(Records excerpted from a collection)
========================================================================
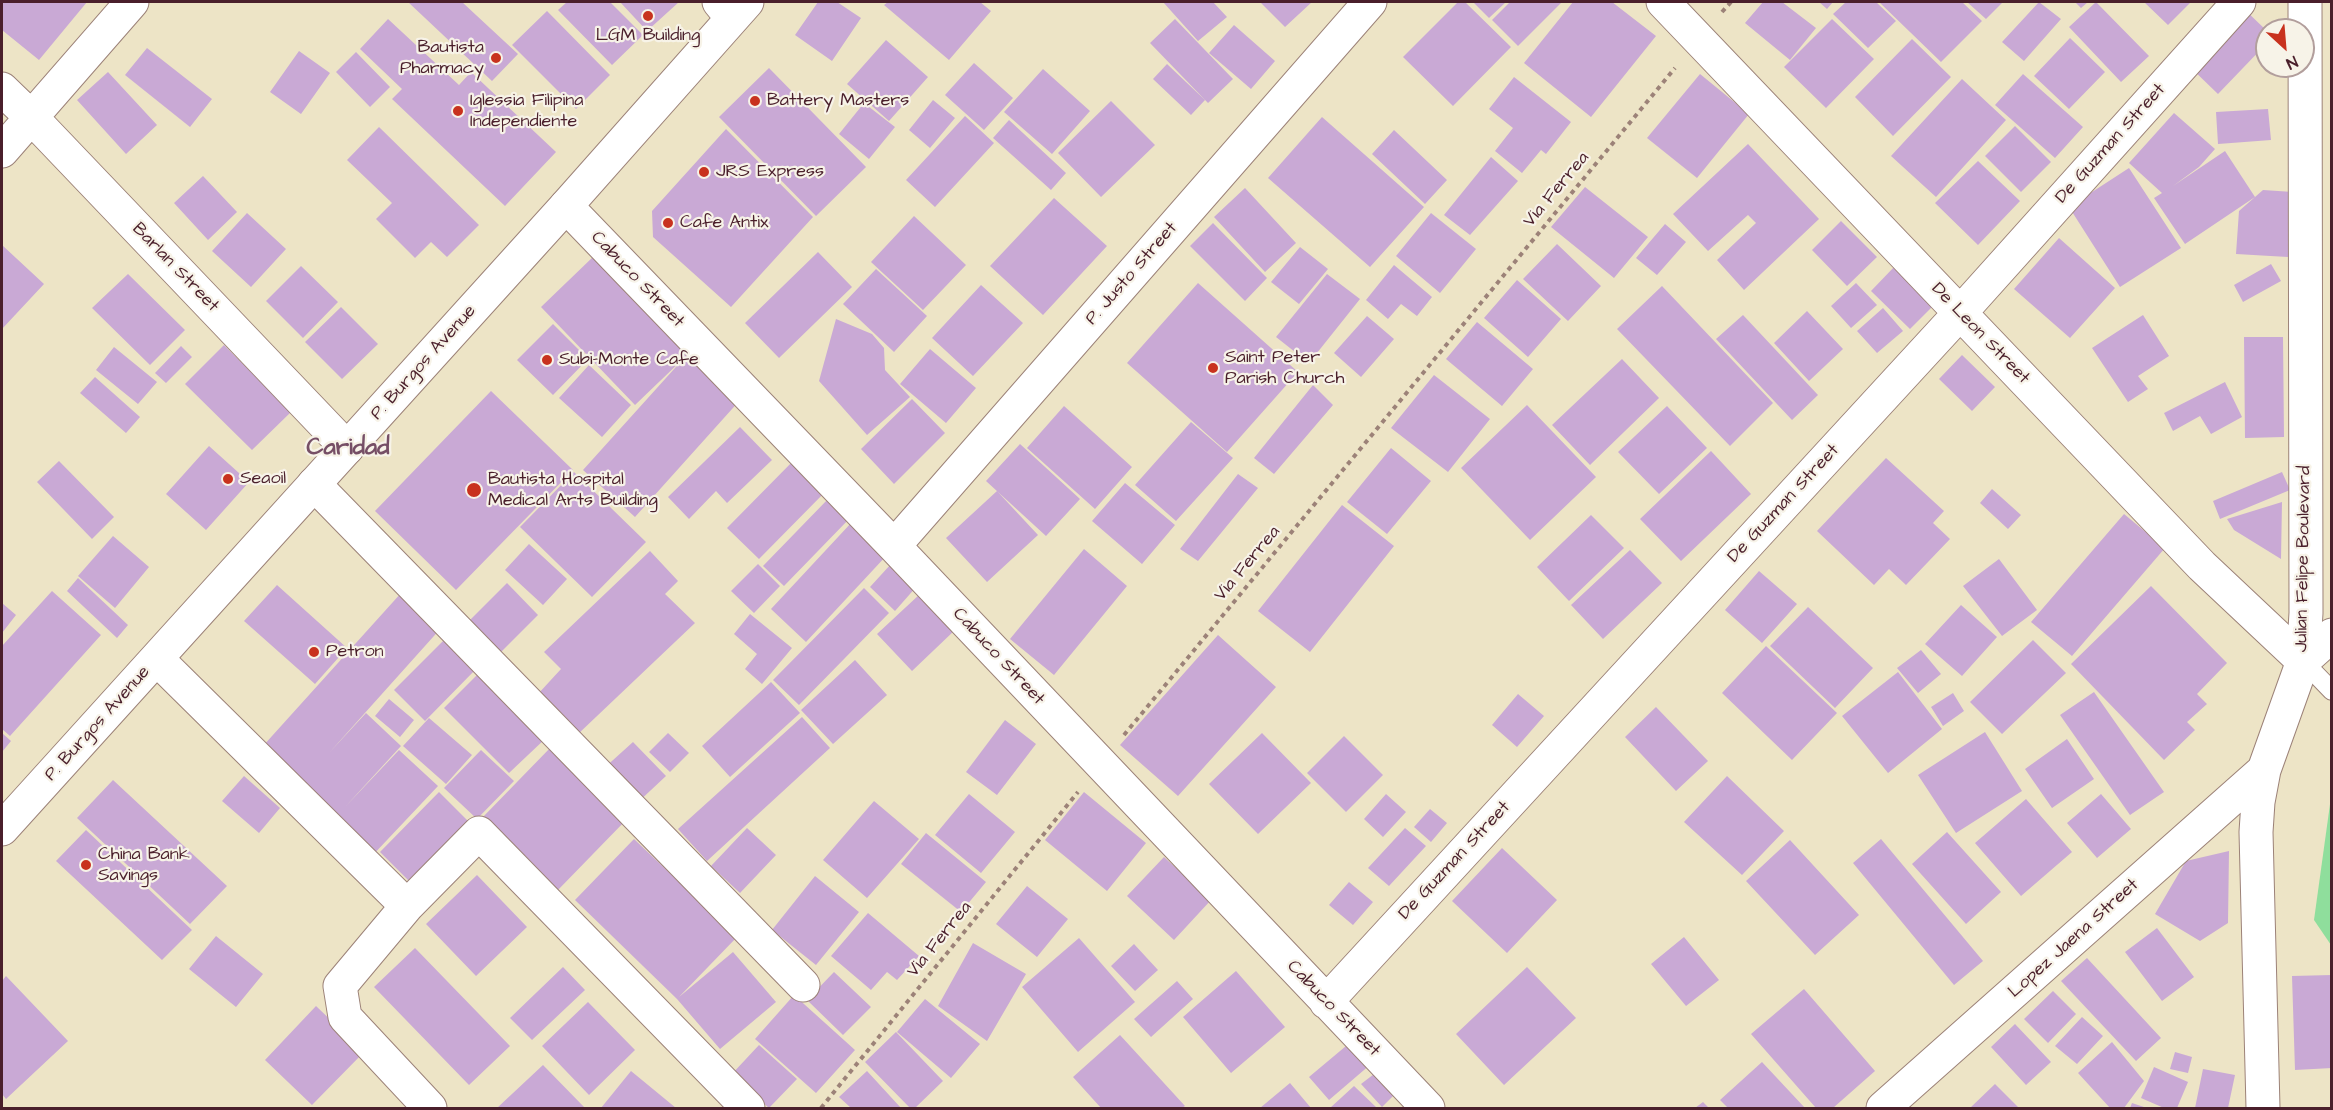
<!DOCTYPE html>
<html>
<head>
<meta charset="utf-8">
<style>
  body { margin:0 }
  #map { position:relative; width:2333px; height:1110px; overflow:hidden; background:#ede4c6; font-family:"Architects Daughter",sans-serif }
  canvas { display:block }
  .frame { position:absolute; inset:0; border:3px solid #4a1f2b; pointer-events:none }
  .north { position:absolute; left:2255px; top:18px; width:60px; height:60px; box-sizing:border-box; background:#f7f3e8; border:2px solid #b29e9c; border-radius:50%; rotate:154deg; font-size:16px; font-weight:700; line-height:24px; text-align:center; color:#4a1f2b }
  .north::after { content:''; display:block; margin:auto; width:21px; height:27px; background:#c8321e; clip-path:polygon(50% 0,100% 100%,50% 72%,0 100%) }
</style>
</head>
<body>
<div id="map">
<canvas width="2333" height="1110"></canvas>
<div class="frame"></div>
<div class="north">N</div>
</div>
<script>
const ctx = document.querySelector('canvas').getContext('2d');
ctx.lineJoin = 'round';
function paint(path, color) { ctx.fillStyle = color; ctx.fill(path, 'evenodd'); }
const poly = rows => new Path2D(rows.map(r => 'M' + r).join(''));
function strokePath(path, color, width, dash) { ctx.strokeStyle = color; ctx.lineWidth = width; ctx.lineCap = dash ? 'butt' : 'round'; ctx.setLineDash(dash || []); ctx.stroke(path); }
function label(font, color, halo, rows, align = 'center') {
  ctx.font = font + ' "Architects Daughter",sans-serif'; ctx.lineWidth = 4.5; ctx.setLineDash([]); ctx.textBaseline = 'middle'; ctx.strokeStyle = halo; ctx.fillStyle = color; for (const [text, x, y, turn = 0] of rows) {
    ctx.save(); ctx.translate(x, y); ctx.rotate((+turn || 0) * Math.PI / 180); ctx.textAlign = isNaN(turn) ? turn : align; if (halo) ctx.strokeText(text, 0, 0); ctx.fillText(text, 0, 0); ctx.restore();
  }
}
const green = poly([
  [2331,797,2331,945,2314,920]
]);
const building = poly([
  [2,2,87,2,39,60,2,30],
  [408,2,462,2,518,54,492,81],
  [567,2,610,2,643,35,612,65,558,10],
  [620,2,679,2,647,31],
  [818,2,837,2,861,18,832,61,795,35],
  [888,2,980,2,991,11,949,60,884,5],
  [1163,2,1213,2,1227,17,1198,41],
  [1260,2,1312,2,1285,27],
  [1458,2,1465,2,1511,47,1453,106,1403,57],
  [1473,2,1506,2,1489,18],
  [1510,2,1562,2,1518,46,1492,20],
  [1573,2,1612,2,1656,36,1591,117,1524,63],
  [1763,2,1782,2,1816,28,1790,60,1745,23],
  [1819,2,1833,2,1827,9],
  [1846,2,1876,2,1896,21,1868,48,1833,14],
  [1879,2,1962,2,1982,21,1941,62],
  [1967,2,2003,2,1986,19],
  [2039,2,2061,19,2024,61,2002,42],
  [2075,2,2088,2,2081,8],
  [2096,2,2149,56,2121,82,2069,27],
  [2144,2,2191,2,2168,25],
  [2243,8,2267,31,2267,43,2218,94,2189,66],
  [547,11,610,75,576,109,512,45],
  [388,19,459,85,471,72,556,152,505,206,392,99,402,89,360,49],
  [1175,19,1233,79,1208,103,1150,43],
  [1832,19,1874,59,1826,108,1784,67],
  [1234,25,1275,61,1251,89,1209,53],
  [2070,38,2105,72,2069,109,2034,76],
  [1912,39,1951,77,1893,136,1855,97],
  [886,40,928,77,889,121,847,84],
  [147,48,212,99,190,127,125,75],
  [299,51,330,73,301,114,270,92],
  [356,52,390,87,370,107,336,72],
  [974,63,1013,98,984,130,945,95],
  [1167,64,1205,100,1191,115,1153,79],
  [769,68,866,167,816,216,719,117],
  [1043,69,1090,111,1052,154,1004,112],
  [108,72,157,125,126,154,77,100],
  [1700,74,1749,114,1697,178,1647,138],
  [2023,74,2083,127,2055,158,1995,105],
  [1514,77,1571,122,1546,154,1541,150,1522,173,1495,151,1513,128,1489,109],
  [1962,79,2006,120,1936,197,1891,156],
  [933,100,955,118,930,148,909,130],
  [1111,101,1155,145,1101,197,1058,153],
  [864,103,895,127,869,159,839,134],
  [2268,109,2271,140,2218,144,2216,112],
  [2174,113,2215,149,2199,167,2173,186,2225,151,2255,197,2185,244,2154,198,2162,193,2129,163],
  [965,116,994,143,935,207,906,180],
  [1322,117,1424,207,1370,267,1268,178],
  [1009,120,1066,173,1051,190,993,138],
  [2015,126,2051,162,2021,192,1985,156],
  [379,127,479,225,447,257,431,242,415,258,376,219,392,203,347,160],
  [726,129,813,217,731,307,653,237,652,211],
  [1394,130,1447,180,1425,204,1372,154],
  [1748,144,1819,219,1744,290,1717,260,1756,223,1748,215,1708,251,1673,214],
  [1491,157,1518,181,1470,235,1444,215],
  [1978,161,2020,201,1978,245,1935,203],
  [2129,168,2181,248,2120,287,2069,207],
  [203,176,237,212,208,240,174,203],
  [1585,187,1648,237,1614,278,1551,227],
  [1245,188,1296,243,1265,272,1214,217],
  [2263,190,2293,192,2288,257,2236,254,2239,211],
  [1054,198,1107,246,1043,315,990,266],
  [247,213,286,249,251,287,212,251],
  [1431,213,1476,249,1440,293,1396,256],
  [914,216,966,265,923,310,871,262],
  [1841,221,1877,257,1847,286,1812,250],
  [1213,223,1267,278,1245,301,1190,246],
  [1665,224,1686,242,1657,275,1636,258],
  [2059,238,2115,288,2070,338,2014,289],
  [1557,244,1601,286,1568,321,1523,279],
  [2,245,44,284,2,329],
  [1300,247,1328,269,1299,304,1271,282],
  [818,252,852,287,779,358,745,323],
  [594,256,741,399,635,517,583,470,684,358,635,405,541,307],
  [2271,264,2281,281,2243,302,2234,285],
  [1394,265,1432,297,1417,316,1401,304,1388,319,1366,300],
  [301,266,338,302,303,338,266,301],
  [1895,266,1935,304,1910,329,1871,291],
  [876,269,927,316,894,352,843,304],
  [128,274,185,330,150,365,92,308],
  [1327,274,1360,299,1309,363,1276,337],
  [1517,280,1561,319,1528,357,1484,318],
  [1198,283,1298,372,1227,452,1127,363],
  [1856,283,1877,305,1851,328,1831,306],
  [981,285,1023,323,973,376,932,338],
  [1662,286,1773,403,1730,446,1617,329],
  [341,307,378,344,342,379,305,342],
  [1883,308,1903,331,1877,353,1857,331],
  [1807,311,1843,349,1809,381,1774,343],
  [1743,315,1818,395,1792,420,1716,339],
  [2143,315,2169,356,2138,376,2148,389,2128,402,2092,348],
  [1367,316,1394,339,1361,377,1334,353],
  [836,319,872,334,884,348,885,370,910,397,867,435,819,381],
  [1477,322,1533,369,1502,406,1446,359],
  [553,324,588,359,553,395,517,360],
  [2244,337,2283,337,2284,437,2245,438],
  [224,345,291,412,252,450,185,384],
  [181,346,192,357,166,383,155,373],
  [114,347,157,382,138,404,96,370],
  [930,349,976,388,946,423,900,384],
  [1962,355,1995,387,1972,411,1939,379],
  [1622,359,1659,398,1590,465,1552,425],
  [589,365,631,405,602,437,559,398],
  [1434,375,1490,419,1448,472,1391,428],
  [95,377,140,417,126,433,80,393],
  [2225,382,2242,417,2211,434,2200,416,2173,431,2164,413],
  [1313,385,1333,405,1274,474,1254,458],
  [491,391,573,470,456,590,375,511],
  [912,399,945,433,894,484,861,449],
  [1527,405,1596,477,1530,540,1461,468],
  [1064,406,1132,467,1095,509,1027,448],
  [1667,406,1707,448,1659,494,1618,452],
  [1191,422,1233,458,1176,521,1135,485],
  [740,427,772,460,727,503,716,491,689,519,668,497],
  [1020,444,1080,499,1046,536,986,481],
  [209,446,249,482,206,530,166,494],
  [1391,448,1431,481,1387,534,1347,502],
  [1711,451,1751,494,1681,561,1640,519],
  [796,458,828,489,759,559,727,528],
  [1886,458,1944,511,1933,523,1950,539,1906,585,1889,569,1874,585,1817,531],
  [59,461,114,517,92,539,37,482],
  [574,472,646,542,592,597,520,527],
  [2282,472,2290,490,2220,519,2213,501],
  [1238,474,1258,488,1198,561,1180,549],
  [1125,483,1175,525,1142,564,1092,521],
  [1992,489,2021,515,2008,529,1980,503],
  [997,491,1038,535,987,582,946,538],
  [829,498,850,518,784,586,763,566],
  [2282,502,2281,559,2234,530,2227,519],
  [1342,505,1394,546,1310,652,1258,611],
  [2124,514,2165,548,2072,656,2031,622],
  [1591,515,1624,548,1569,601,1537,567],
  [852,522,887,555,806,642,771,609],
  [113,536,149,567,115,608,78,576],
  [529,544,567,579,543,605,505,570],
  [1084,549,1127,586,1054,675,1010,639],
  [1630,550,1662,583,1603,639,1571,605],
  [650,551,678,581,665,594,695,623,577,735,538,694,561,669,544,652],
  [1999,559,2037,610,2002,636,1963,586],
  [758,564,780,586,754,613,731,591],
  [891,564,917,586,895,611,870,587],
  [1759,571,1797,604,1762,643,1725,610],
  [78,578,128,625,117,638,67,591],
  [507,583,538,615,499,654,467,623],
  [277,585,347,648,315,684,244,621],
  [2151,586,2227,663,2197,694,2207,704,2187,722,2195,730,2164,760,2071,664],
  [864,588,889,613,799,705,773,680],
  [52,591,101,635,10,736,2,729,2,646],
  [402,592,442,627,329,753,366,713,401,746,345,807,399,750,438,786,371,857,263,746],
  [920,594,955,630,912,671,877,634],
  [2,603,16,615,2,633],
  [1961,605,1997,637,1962,676,1925,644],
  [1808,607,1873,668,1835,708,1770,646],
  [750,614,792,648,762,684,745,669,757,654,734,634],
  [449,635,479,666,425,721,394,690],
  [1218,635,1276,687,1178,796,1120,745],
  [2033,640,2066,673,2002,734,1970,702],
  [1766,646,1837,713,1792,760,1722,693],
  [1921,650,1941,674,1918,693,1897,668],
  [855,660,887,695,833,744,801,710],
  [480,672,546,738,509,773,444,708],
  [1898,672,1942,729,1888,773,1842,716],
  [771,682,800,713,730,777,702,746],
  [2094,692,2164,792,2130,815,2060,715],
  [1953,693,1964,711,1943,726,1931,707],
  [1518,694,1544,716,1517,747,1492,725],
  [389,699,414,720,400,737,375,716],
  [1656,707,1708,761,1676,791,1625,737],
  [802,717,830,748,707,861,678,829],
  [429,718,472,755,446,784,403,746],
  [1005,720,1036,744,997,795,966,772],
  [1985,732,2022,791,1956,833,1918,775],
  [2,733,11,741,2,752],
  [668,733,689,753,670,772,649,752],
  [1262,733,1311,783,1258,834,1209,784],
  [1344,736,1383,775,1346,812,1307,773],
  [2067,739,2094,779,2052,808,2025,769],
  [633,742,666,776,635,805,602,770],
  [552,746,628,818,557,891,482,818],
  [481,750,514,781,477,819,444,788],
  [244,776,280,808,259,833,222,801],
  [1727,776,1784,831,1742,875,1684,822],
  [113,780,227,886,190,924,77,818],
  [439,792,473,826,414,886,380,852],
  [1084,792,1146,843,1107,891,1045,840],
  [969,794,1015,832,981,873,935,835],
  [1386,794,1406,812,1383,837,1364,819],
  [2101,794,2131,829,2097,858,2067,823],
  [2026,799,2072,852,2021,896,1975,843],
  [874,801,919,839,867,898,823,860],
  [1430,809,1447,823,1431,842,1414,827],
  [747,828,776,855,740,893,711,866],
  [1405,828,1426,846,1389,886,1368,868],
  [86,830,192,930,162,960,56,861],
  [1947,832,2001,892,1966,924,1912,864],
  [926,833,986,882,961,912,901,864],
  [634,839,737,937,679,997,733,952,776,1002,720,1049,677,999,575,900],
  [1881,839,1983,961,1954,985,1853,863],
  [1790,840,1859,915,1815,955,1746,881],
  [1502,848,1557,900,1507,953,1452,901],
  [2229,851,2228,923,2200,941,2155,914,2186,861],
  [1164,857,1211,900,1174,940,1127,896],
  [477,875,527,927,476,976,426,924],
  [815,876,859,912,816,965,772,930],
  [1349,882,1373,902,1353,925,1329,905],
  [1027,886,1068,919,1037,957,996,924],
  [868,913,919,956,897,980,887,972,871,990,831,956],
  [2157,928,2194,977,2162,1001,2125,952],
  [216,936,263,974,236,1007,189,969],
  [1684,937,1719,980,1686,1006,1651,964],
  [1079,938,1135,1002,1078,1052,1022,987],
  [973,943,1026,974,987,1041,938,1006],
  [1134,944,1158,970,1135,991,1111,966],
  [415,948,510,1046,469,1085,374,987],
  [2087,958,2161,1038,2136,1061,2061,981],
  [563,967,585,990,532,1040,510,1018],
  [1527,967,1576,1018,1504,1085,1456,1034],
  [1236,971,1285,1027,1231,1073,1183,1017],
  [834,972,871,1007,843,1035,807,1000],
  [2332,975,2332,1068,2295,1070,2292,976],
  [6,976,68,1041,6,1099,2,1094,2,981],
  [1177,981,1193,999,1151,1037,1134,1019],
  [1804,989,1875,1071,1833,1108,1816,1108,1751,1034],
  [2053,991,2076,1014,2048,1043,2024,1019],
  [794,995,855,1050,816,1093,755,1039],
  [925,999,980,1044,951,1078,897,1032],
  [588,1002,635,1050,589,1095,542,1046],
  [316,1006,364,1052,312,1105,265,1060],
  [2082,1017,2103,1036,2077,1064,2055,1046],
  [2015,1024,2051,1062,2026,1085,1991,1047],
  [896,1032,943,1081,915,1108,910,1108,865,1062],
  [1120,1035,1185,1106,1182,1108,1101,1108,1073,1077],
  [1352,1041,1371,1064,1329,1100,1309,1077],
  [2112,1042,2144,1081,2124,1108,2110,1108,2078,1073],
  [759,1045,797,1079,769,1108,731,1075],
  [2175,1052,2192,1057,2188,1073,2170,1069],
  [1762,1062,1805,1108,1728,1108,1720,1100],
  [543,1065,585,1108,497,1108],
  [2154,1067,2188,1082,2177,1108,2164,1108,2141,1098],
  [2203,1069,2235,1075,2228,1108,2195,1108],
  [631,1071,676,1108,601,1108],
  [867,1071,901,1108,851,1108,839,1097],
  [1378,1071,1397,1092,1382,1107,1361,1084],
  [1290,1083,1311,1108,1260,1108],
  [1995,1084,2019,1108,1970,1108],
  [1354,1086,1377,1108,1330,1108],
  [1703,1102,1709,1108,1695,1108],
  [2132,1103,2147,1108,2130,1108]
]);
const path = poly([
  [1722,12,1731,2],
  [1124,735,1675,68],
  [821,1108,1078,792]
]);
const lane = poly([
  [2303,661,2332,691]
]);
const street = poly([
  [719,2,732,18],
  [1663,2,2202,566,2303,661,2332,635],
  [2,89,31,117,347,448],
  [2,151,132,2],
  [566,206,894,546,1428,1108],
  [314,484,803,985],
  [894,546,1370,2],
  [157,659,407,906,340,986,345,1017,430,1108],
  [407,906,479,833,748,1108],
  [1326,1002,1960,313,2239,2]
]);
const secondary = poly([
  [2,829,566,206,747,2],
  [1883,1108,2264,770],
  [2263,1108,2256,832,2258,802,2264,770,2303,661,2306,613,2305,2]
]);
const markers = [
  [648,16,6,"#c8321e"],
  [496,58,6,"#c8321e"],
  [755,101,6,"#c8321e"],
  [458,111,6,"#c8321e"],
  [704,172,6,"#c8321e"],
  [668,223,6,"#c8321e"],
  [547,360,6,"#c8321e"],
  [1213,368,6,"#c8321e"],
  [228,479,6,"#c8321e"],
  [474,490,8,"#c8321e"],
  [314,652,6,"#c8321e"],
  [86,865,6,"#c8321e"]
];
const poiNames = [
  ["LGM Building",648,36,"center"],
  ["Bautista",484,48,"right"],
  ["Pharmacy",484,69,"right"],
  ["Iglessia Filipina",470,101],
  ["Independiente",470,122],
  ["Battery Masters",767,101],
  ["JRS Express",716,172],
  ["Cafe Antix",680,223],
  ["Saint Peter",1225,358],
  ["Parish Church",1225,379],
  ["Subi-Monte Cafe",559,360],
  ["Seaoil",240,479],
  ["Bautista Hospital",488,480],
  ["Medical Arts Building",488,501],
  ["Petron",326,652],
  ["China Bank",98,855],
  ["Savings",98,876]
];
const streetNames = [
  ["De Guzman Street",2111,144,-48],
  ["Via Ferrea",1557,190,-50],
  ["Barlan Street",175,268,46],
  ["P. Justo Street",1132,274,-49],
  ["Cabuco Street",637,280,46],
  ["De Leon Street",1980,334,46],
  ["P. Burgos Avenue",424,363,-48],
  ["De Guzman Street",1784,504,-47],
  ["Julian Felipe Boulevard",2304,559,-89],
  ["Via Ferrea",1248,564,-50],
  ["Cabuco Street",998,657,47],
  ["P. Burgos Avenue",98,724,-48],
  ["De Guzman Street",1455,861,-47],
  ["Lopez Jaena Street",2074,939,-42],
  ["Via Ferrea",940,940,-51],
  ["Cabuco Street",1333,1009,46]
];
const districtNames = [
  ["Caridad",348,449]
];
paint(green, '#8fde9c');
paint(building, '#c9a9d5');
strokePath(lane, '#9c8278', 20);
strokePath(street, '#9c8278', 35);
strokePath(secondary, '#9c8278', 35);
strokePath(path, '#9c8278', 4, [4.5, 4.5]);
strokePath(lane, '#fff', 18);
strokePath(street, '#fff', 33);
strokePath(secondary, '#fff', 33);
for (const [x, y, r, color] of markers) { const dot = new Path2D(); dot.arc(x, y, r, 0, 2 * Math.PI); ctx.fillStyle = color; ctx.fill(dot); strokePath(dot, '#f7f3e8', 2); }
label('18px', '#4a1f2b', '#f7f3e8', poiNames, 'left');
label('18px', '#4a1f2b', '#f7f3e8', streetNames);
label('bold 24px', '#764f66', '#f7f3e8', districtNames);
</script>
</body>
</html>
========================================================================
• **Requirement**
Only the lines above that hold "secondary" are wanted. Show every one of them.

• **Final answer**
const secondary = poly([
strokePath(secondary, '#9c8278', 35);
strokePath(secondary, '#fff', 33);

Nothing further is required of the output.